Polities Highly-Anticipated Iowa Caucuses Poll Shelved Over Possible Errors, A highly anticipated final poll of the Iowa caucuses won’t be released, owing to a methodological error, its sponsors announced Saturday night. The CNN/Des Moines Register/Mediacom survey, conducted by veteran pollster Selzer & Co, has a reputation for accuracy and is closely watched by many political insiders.
“Today, a respondent raised an issue with the way the survey was administered, which could have compromised the results of the poll,” the Des Moines Register’s executive editor, Carol Hunter, said in a statement. “It appears a candidate’s name was omitted in at least one interview in which the respondent was asked to name their preferred candidate. While this appears to be isolated to one surveyor, we cannot confirm that with certainty. Therefore, the partners made the difficult decision not to move forward with releasing the Iowa Poll.”
The poll was shelved following a complaint raised by aides on the Pete Buttigieg campaign, according to The New York Times. The complaint alleged that Buttigieg’s name was omitted from a list of response options in at least one interview.
“One operator had apparently enlarged the font size on their computer screen, perhaps cutting off Mr. Buttigieg’s name from the list of options,” the Times reported, noting that because the list of candidates is randomized between interviews, Buttigieg may not have been the sole candidate affected. The pollsters weren’t immediately able to determine the extent of the problem before the poll’s planned ― and much hyped ― release on Saturday night.
“We take the standards that we apply to our polling very seriously,” CNN political director David Chalian said. “And to keep the highest possible standards, we wanted to present this information to the public and explain why we didn’t proceed with releasing this poll this evening.”

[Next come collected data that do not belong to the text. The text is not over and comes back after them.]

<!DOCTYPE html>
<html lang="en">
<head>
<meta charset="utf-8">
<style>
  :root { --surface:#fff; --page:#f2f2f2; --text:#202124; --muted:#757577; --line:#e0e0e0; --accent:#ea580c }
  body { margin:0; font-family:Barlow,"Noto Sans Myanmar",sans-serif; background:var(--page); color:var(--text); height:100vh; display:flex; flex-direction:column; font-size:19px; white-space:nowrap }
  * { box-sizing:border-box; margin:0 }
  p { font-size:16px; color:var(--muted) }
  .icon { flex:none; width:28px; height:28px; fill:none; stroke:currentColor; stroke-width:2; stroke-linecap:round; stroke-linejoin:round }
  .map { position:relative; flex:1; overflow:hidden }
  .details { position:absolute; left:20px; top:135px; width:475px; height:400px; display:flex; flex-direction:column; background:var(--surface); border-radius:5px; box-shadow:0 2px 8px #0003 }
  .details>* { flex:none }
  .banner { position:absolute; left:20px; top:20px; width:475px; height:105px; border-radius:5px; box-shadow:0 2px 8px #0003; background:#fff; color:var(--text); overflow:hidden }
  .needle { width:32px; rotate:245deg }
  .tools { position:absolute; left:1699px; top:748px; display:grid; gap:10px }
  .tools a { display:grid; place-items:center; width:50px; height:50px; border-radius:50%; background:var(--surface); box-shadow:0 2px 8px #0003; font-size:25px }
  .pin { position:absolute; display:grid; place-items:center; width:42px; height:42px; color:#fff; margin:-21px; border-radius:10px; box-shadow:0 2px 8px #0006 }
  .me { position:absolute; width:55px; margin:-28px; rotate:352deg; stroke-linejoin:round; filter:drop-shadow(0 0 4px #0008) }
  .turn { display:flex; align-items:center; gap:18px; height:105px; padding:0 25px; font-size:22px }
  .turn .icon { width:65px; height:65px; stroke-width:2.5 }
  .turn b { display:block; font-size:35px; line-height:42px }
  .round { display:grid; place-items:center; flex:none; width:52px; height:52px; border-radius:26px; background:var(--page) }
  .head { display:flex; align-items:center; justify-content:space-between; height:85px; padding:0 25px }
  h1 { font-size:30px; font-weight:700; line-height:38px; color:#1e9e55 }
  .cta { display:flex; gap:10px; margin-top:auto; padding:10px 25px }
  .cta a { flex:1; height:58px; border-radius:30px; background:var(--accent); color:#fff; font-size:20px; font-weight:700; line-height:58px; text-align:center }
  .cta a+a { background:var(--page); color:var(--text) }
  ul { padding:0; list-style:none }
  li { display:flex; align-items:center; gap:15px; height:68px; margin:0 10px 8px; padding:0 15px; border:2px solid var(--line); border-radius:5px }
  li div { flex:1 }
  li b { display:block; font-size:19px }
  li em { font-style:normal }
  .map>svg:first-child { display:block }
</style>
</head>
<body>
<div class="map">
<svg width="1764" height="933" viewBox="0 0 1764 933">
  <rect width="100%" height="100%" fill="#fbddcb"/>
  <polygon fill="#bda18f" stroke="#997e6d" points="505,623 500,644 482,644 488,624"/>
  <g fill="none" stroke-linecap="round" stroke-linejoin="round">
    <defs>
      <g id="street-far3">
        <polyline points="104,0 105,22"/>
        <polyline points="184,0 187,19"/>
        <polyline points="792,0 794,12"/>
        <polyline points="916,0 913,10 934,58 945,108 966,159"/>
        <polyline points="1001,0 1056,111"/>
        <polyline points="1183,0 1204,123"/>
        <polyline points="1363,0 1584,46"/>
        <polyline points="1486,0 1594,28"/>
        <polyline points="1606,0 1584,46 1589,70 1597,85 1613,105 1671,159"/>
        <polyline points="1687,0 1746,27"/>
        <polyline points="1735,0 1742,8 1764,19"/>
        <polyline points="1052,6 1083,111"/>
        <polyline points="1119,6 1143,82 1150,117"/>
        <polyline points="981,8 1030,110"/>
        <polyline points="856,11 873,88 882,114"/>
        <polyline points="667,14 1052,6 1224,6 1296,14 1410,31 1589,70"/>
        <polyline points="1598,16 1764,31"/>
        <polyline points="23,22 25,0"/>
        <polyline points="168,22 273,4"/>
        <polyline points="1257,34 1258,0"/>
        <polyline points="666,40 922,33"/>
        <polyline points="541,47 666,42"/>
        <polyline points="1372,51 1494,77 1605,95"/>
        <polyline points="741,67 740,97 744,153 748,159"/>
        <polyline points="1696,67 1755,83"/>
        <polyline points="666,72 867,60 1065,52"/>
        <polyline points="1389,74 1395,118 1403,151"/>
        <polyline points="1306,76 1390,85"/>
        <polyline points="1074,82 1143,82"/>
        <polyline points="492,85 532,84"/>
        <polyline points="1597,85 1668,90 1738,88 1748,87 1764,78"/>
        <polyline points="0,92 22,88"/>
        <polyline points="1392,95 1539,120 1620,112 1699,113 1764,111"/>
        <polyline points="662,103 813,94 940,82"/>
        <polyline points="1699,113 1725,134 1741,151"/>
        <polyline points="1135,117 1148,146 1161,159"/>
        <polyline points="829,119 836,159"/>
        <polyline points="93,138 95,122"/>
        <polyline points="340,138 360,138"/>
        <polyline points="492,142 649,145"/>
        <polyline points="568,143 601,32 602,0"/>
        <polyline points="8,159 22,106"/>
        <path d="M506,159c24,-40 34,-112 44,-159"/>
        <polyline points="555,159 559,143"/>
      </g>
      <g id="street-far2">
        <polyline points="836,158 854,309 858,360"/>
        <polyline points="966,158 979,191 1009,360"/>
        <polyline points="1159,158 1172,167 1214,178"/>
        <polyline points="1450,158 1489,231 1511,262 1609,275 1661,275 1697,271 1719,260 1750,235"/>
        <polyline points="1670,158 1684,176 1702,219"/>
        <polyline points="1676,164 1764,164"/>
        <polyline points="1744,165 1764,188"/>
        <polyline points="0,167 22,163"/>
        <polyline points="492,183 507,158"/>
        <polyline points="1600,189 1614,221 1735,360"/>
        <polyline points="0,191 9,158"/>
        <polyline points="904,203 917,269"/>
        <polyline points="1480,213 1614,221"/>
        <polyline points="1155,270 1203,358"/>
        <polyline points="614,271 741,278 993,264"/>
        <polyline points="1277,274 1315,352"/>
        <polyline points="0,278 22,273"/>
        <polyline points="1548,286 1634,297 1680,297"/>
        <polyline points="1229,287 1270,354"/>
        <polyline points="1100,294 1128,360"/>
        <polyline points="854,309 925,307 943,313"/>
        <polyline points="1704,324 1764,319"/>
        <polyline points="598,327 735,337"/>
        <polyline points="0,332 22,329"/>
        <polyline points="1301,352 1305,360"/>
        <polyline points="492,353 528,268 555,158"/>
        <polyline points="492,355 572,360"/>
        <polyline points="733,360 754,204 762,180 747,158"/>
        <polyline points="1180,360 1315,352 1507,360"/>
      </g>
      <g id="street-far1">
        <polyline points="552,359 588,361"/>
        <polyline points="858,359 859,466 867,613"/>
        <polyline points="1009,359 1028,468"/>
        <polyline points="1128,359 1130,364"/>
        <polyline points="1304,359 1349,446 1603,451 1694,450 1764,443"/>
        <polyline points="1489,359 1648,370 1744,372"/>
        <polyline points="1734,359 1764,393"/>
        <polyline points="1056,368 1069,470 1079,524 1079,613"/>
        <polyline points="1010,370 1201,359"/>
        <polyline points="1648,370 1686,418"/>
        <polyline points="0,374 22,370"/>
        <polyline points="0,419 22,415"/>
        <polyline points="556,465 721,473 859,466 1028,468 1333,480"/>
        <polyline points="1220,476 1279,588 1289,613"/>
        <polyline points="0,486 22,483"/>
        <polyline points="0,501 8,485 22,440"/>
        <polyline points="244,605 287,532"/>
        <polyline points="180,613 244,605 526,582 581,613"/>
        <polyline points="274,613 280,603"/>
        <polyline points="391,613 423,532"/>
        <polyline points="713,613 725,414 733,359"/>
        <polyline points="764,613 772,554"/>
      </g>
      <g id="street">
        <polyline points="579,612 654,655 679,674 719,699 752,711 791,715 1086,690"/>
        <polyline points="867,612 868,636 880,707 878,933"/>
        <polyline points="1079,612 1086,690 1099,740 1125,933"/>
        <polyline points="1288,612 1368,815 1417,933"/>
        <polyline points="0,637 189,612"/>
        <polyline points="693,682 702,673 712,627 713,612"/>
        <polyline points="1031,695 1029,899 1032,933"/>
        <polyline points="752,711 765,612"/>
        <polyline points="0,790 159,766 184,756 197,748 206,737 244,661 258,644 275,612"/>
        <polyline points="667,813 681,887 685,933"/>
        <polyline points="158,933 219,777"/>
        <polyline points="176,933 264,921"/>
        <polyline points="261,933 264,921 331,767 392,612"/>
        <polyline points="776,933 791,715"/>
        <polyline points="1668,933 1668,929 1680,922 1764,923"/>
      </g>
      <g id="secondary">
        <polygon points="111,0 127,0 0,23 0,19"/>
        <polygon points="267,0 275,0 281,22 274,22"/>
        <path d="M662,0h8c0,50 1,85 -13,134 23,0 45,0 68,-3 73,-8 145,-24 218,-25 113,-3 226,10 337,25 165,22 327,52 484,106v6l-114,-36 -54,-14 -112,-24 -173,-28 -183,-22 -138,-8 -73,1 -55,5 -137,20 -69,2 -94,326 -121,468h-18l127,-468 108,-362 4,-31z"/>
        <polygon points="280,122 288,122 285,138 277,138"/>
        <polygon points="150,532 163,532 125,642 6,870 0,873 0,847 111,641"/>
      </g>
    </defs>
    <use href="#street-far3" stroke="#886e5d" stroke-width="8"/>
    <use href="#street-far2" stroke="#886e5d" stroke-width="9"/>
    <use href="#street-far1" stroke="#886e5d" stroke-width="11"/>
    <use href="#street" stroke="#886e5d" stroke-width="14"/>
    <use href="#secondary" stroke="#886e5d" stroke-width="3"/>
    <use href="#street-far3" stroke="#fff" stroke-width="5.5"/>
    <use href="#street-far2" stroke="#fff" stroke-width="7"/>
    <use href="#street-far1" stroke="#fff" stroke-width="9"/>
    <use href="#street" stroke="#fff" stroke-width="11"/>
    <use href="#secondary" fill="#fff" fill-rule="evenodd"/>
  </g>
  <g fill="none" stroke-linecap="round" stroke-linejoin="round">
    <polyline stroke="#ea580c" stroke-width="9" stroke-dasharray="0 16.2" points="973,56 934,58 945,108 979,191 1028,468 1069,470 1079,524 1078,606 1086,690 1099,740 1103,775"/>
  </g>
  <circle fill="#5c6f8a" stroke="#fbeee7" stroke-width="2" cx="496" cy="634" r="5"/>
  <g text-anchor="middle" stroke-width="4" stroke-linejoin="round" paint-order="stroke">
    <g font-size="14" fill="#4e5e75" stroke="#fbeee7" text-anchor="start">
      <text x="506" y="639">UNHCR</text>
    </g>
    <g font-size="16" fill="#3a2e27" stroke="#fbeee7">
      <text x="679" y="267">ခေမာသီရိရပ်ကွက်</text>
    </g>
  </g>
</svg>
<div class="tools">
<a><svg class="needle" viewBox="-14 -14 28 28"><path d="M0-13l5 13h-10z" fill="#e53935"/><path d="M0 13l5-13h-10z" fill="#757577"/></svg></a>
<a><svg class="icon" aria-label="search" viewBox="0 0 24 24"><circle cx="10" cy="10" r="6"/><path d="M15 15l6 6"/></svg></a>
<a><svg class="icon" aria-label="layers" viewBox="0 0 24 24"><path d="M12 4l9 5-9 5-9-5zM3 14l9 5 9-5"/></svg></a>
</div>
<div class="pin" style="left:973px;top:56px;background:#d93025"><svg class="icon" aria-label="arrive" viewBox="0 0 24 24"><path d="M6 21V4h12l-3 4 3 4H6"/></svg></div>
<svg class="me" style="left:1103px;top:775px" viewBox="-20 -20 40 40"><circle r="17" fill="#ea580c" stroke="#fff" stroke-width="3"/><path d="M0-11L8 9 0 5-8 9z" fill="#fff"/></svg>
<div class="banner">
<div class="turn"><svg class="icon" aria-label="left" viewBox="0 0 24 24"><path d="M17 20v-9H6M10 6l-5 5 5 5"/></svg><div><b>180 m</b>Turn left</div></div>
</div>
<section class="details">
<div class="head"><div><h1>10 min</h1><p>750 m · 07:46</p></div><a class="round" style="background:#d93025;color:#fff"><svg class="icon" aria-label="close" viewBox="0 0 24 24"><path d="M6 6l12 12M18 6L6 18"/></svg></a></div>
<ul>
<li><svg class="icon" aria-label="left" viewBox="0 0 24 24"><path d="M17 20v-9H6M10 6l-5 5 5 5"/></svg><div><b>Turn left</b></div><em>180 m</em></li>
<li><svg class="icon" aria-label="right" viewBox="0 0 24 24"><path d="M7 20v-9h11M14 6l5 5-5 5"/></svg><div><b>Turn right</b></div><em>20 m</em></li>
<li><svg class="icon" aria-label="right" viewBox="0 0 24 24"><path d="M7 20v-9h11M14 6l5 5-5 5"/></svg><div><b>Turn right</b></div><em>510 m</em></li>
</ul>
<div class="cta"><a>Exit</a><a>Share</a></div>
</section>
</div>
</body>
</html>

“[K]udos to them to being candid and acknowledging an issue,” GOP pollster Kristen Soltis Anderson wrote on Twitter. “Even if it winds up being nothing actually serious, prudence here is praiseworthy.”
There’s still no shortage of publicly available polls on the Iowa caucuses, even if the results offer less than conclusive answers. Instead, they suggest a crowded top tier of candidates ― former vice president Joe Biden, Vermont Sen. Bernie Sanders, Massachusetts Sen. Elizabeth Warren, and Buttigieg ― jostling for position, with many caucusgoers less than firmly decided. The polls also vary based on their assumptions about what kinds of people will actually turn up to vote this year, with age playing a particularly key role.